Un solo segundo y todo
cambia, pero no sabes si a mejor o a peor, pero todo deja de ser como
era antes. Y justo en esos momentos, te das cuenta de si has ganado,
o has perdido algo que era demasiado importante para ti. No rendirse,
esa es la clave, pero cuando el muro es demasiado alto y llevas
bastante tiempo escalando murallas, sientes tus piernas desfallecer,
y tus fuerzas desaparecen. Ahora estoy aquí, algo perdida, todo me
da vueltas, como un yin-yang, sólo que esta vez no sé cuál es la
parte mala.
Oigo ruidos, como de
una ambulancia, veo gente a mi alrededor. Le veo a él. Me susurra
algo al oído, pero apenas soy capaz de percibirlo.
-No me dejes, por
favor... -dice Alex.
Y después de esto,
cierro los ojos completamente. No vuelvo a ver la luz del sol hasta
horas después, y todo se hace demasiado pesado, hasta respirar,
mover cualquier parte del cuerpo. “¿Dónde estoy?” Todo
me resulta familiar, como si hubiera estado aquí alguna vez. Un
hospital. “¿Qué hago aquí? -pienso?” Entonces alguien
abre la puerta.
-Buenos días Laura,
veo que has despertado. ¿Cómo te encuentras? -me pregunta el
doctor.
-No sé, algo mareada.
-digo como puedo.
-Bueno, después del
golpe, eso es normal.
-¿Qué me ha pasado?
-Según me han
contado, fuiste a cruzar la calle, y un coche te atropelló, el golpe
fue bastante duro, pero hemos conseguido aminorar los daños.
-La verdad, no me
acuerdo mucho de lo que pasó, aunque supongo que con el paso de las
horas lo conseguiré.
-Claro que sí.
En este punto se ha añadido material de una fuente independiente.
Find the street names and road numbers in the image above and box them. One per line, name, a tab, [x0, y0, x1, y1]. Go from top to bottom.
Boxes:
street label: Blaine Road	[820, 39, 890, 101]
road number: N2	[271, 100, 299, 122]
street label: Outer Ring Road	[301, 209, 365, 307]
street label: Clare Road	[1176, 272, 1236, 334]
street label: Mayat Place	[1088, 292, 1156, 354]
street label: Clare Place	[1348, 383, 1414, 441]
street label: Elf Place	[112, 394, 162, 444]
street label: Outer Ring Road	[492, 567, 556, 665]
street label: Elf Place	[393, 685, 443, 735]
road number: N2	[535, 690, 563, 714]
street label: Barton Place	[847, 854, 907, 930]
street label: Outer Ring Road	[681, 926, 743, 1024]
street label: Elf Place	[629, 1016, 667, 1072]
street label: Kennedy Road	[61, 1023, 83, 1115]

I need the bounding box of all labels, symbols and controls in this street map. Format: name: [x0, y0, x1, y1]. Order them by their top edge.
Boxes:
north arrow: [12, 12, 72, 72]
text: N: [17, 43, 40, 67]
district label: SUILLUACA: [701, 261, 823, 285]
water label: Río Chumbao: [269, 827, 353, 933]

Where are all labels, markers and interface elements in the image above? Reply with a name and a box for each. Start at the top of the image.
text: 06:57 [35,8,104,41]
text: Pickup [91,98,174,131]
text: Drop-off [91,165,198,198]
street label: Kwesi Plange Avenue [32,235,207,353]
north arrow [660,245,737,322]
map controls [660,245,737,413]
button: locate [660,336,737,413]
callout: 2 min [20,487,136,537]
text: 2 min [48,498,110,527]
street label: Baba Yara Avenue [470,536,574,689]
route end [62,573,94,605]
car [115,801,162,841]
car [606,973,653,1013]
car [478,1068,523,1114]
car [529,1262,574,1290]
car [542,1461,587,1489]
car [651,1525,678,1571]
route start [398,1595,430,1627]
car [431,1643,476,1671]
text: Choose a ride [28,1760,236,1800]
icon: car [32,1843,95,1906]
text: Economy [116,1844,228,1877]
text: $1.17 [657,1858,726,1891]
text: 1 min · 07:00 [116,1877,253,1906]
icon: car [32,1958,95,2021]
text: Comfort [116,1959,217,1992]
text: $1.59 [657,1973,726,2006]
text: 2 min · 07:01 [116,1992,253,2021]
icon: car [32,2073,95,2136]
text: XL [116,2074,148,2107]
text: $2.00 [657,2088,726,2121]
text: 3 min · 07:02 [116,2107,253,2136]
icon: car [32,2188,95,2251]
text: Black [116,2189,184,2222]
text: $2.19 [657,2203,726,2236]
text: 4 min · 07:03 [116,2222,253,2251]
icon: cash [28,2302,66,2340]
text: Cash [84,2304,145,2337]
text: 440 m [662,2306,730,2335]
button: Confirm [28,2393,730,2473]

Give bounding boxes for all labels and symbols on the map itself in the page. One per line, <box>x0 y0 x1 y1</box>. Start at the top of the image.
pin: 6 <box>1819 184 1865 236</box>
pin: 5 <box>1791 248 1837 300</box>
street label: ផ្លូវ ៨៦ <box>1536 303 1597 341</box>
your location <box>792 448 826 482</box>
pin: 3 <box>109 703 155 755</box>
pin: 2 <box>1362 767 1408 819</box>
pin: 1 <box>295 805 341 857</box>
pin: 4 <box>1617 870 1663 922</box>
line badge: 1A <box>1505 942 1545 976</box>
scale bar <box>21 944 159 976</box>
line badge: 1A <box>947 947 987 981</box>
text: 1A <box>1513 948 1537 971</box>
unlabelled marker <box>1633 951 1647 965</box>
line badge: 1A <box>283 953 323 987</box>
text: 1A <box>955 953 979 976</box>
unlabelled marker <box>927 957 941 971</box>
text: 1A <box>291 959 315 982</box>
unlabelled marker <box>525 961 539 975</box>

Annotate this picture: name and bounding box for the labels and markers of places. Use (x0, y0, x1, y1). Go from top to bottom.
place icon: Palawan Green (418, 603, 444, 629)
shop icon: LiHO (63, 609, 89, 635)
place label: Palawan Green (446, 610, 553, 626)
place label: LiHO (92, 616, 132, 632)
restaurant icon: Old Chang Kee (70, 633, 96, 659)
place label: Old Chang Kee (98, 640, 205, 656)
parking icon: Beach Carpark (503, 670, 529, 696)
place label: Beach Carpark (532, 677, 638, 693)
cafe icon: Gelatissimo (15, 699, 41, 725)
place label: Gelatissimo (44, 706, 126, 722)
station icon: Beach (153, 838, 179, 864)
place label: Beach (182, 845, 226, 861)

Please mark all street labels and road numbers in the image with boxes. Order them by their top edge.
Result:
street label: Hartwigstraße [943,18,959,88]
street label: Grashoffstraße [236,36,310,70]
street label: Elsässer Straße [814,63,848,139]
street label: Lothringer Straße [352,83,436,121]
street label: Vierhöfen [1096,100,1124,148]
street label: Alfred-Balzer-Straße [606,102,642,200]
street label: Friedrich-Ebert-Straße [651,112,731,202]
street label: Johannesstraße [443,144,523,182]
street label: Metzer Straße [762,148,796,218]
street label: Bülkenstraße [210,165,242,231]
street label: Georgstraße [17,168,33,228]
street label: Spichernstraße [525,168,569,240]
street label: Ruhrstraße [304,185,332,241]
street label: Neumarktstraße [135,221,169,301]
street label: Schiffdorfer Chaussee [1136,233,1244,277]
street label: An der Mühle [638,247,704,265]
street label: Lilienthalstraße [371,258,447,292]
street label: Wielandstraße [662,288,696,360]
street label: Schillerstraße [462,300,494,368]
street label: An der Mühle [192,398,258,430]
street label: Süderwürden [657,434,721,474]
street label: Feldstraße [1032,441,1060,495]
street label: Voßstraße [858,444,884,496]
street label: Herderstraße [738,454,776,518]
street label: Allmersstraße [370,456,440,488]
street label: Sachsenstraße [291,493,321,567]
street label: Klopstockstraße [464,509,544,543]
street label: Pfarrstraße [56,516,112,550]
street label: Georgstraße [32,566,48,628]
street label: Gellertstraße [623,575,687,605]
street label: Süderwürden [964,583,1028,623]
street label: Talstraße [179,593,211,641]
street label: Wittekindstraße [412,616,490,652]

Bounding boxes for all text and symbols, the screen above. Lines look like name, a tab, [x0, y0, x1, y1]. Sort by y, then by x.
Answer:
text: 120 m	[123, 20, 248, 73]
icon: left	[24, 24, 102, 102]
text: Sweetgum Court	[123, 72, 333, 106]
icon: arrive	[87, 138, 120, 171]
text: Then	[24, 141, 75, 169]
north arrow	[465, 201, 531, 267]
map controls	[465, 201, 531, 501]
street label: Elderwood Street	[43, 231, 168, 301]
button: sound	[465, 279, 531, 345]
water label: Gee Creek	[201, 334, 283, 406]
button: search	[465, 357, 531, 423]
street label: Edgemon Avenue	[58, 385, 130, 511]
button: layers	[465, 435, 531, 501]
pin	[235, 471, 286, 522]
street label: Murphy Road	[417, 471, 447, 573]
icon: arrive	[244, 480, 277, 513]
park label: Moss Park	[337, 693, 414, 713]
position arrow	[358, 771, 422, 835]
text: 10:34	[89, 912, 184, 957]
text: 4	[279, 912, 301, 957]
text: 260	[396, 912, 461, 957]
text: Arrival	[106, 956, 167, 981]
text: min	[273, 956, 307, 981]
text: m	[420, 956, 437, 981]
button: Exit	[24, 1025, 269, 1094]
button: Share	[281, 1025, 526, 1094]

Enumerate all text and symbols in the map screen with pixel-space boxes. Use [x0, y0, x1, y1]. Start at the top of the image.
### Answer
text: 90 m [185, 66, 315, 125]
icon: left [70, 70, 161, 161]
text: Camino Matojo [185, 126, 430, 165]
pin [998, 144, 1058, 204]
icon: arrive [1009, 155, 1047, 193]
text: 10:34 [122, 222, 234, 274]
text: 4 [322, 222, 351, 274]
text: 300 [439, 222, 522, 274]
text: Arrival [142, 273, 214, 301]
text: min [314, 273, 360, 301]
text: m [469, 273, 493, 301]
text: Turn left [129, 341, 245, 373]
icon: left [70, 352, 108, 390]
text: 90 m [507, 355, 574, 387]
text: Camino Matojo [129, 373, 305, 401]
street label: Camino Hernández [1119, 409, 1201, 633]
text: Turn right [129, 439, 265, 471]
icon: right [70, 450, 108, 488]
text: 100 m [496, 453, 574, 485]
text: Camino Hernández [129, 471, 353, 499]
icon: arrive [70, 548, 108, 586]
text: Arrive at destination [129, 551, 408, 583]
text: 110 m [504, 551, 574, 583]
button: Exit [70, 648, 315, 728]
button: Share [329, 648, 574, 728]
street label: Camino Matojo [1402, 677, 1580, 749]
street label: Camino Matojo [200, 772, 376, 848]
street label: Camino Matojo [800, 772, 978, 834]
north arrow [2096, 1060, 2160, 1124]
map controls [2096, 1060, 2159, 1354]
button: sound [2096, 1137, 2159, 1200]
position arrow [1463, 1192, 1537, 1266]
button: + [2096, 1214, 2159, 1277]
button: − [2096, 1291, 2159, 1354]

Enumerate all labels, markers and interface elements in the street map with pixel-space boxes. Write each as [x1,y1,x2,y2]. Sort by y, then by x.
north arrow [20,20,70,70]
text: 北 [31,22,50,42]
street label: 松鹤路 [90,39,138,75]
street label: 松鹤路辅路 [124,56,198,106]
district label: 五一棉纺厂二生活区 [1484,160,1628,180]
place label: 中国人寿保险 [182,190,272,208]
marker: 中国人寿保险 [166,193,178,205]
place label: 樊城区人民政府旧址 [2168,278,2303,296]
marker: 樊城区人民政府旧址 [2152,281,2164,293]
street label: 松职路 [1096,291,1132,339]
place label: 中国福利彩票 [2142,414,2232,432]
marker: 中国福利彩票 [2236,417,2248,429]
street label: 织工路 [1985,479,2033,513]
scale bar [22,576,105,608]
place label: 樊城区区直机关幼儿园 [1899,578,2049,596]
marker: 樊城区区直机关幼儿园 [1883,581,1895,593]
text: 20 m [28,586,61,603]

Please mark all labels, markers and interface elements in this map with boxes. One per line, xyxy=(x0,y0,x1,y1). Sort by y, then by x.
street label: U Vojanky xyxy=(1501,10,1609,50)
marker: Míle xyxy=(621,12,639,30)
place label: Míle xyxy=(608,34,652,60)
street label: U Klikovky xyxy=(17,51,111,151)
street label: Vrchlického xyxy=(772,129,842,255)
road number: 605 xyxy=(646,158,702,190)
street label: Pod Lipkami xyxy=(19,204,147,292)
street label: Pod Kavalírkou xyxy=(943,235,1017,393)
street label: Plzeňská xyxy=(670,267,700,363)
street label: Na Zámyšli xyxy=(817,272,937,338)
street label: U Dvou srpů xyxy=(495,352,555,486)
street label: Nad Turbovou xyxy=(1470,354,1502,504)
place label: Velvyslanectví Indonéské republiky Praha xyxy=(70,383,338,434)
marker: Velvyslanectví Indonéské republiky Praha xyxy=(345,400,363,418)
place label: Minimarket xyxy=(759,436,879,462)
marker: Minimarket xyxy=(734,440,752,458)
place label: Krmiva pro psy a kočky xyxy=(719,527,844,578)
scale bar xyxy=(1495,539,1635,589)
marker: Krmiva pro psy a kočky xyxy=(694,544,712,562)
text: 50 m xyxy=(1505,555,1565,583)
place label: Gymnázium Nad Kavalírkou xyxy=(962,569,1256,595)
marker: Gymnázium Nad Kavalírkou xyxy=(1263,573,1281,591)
Te
dejo descansar, y hay alguien que quiere verte, lleva esperando toda
la noche. ¿Le dejo pasar?
-¿Quién es?
-Un chico, dice que se
llama Alex.
-Claro, dile que pase.
Y gracias, por todo.
-De nada, mejórate.
-y dicho esto se va.
Al cabo de unos
minutos le veo entrar. Está algo cabizbajo, y tiene unas ojeras
demasiado notables, por alguna razón se le ve triste, perdido.
-Hola.-me dice,
mientras se sienta en una silla.
-Hola Alex. -respondo.
-Lo siento tanto
pequeña. Todo esto ha sido por mi culpa, no debiste haber visto eso,
por mi culpa ahora estás aquí, en esta cama. Lo siento. -quiere
aguantarse las ganas de llorar, pero una lágrima ha empezado a caer
por su mejilla derecha.
-No es tu culpa, son
cosas que pasan. Y supongo que por lo otro, no debí ponerme así, no
soy quién para decirte con quién tienes que estar o no.
-Tss, no digas nada
más, ¿vale? -y me besa, un beso de esos cálidos que te hacen
olvidar todo lo malo, al menos durante un rato. -Te quiero.
Quiero responder, pero
me quedo helada, no me esperaba esa respuesta, no justo ahora.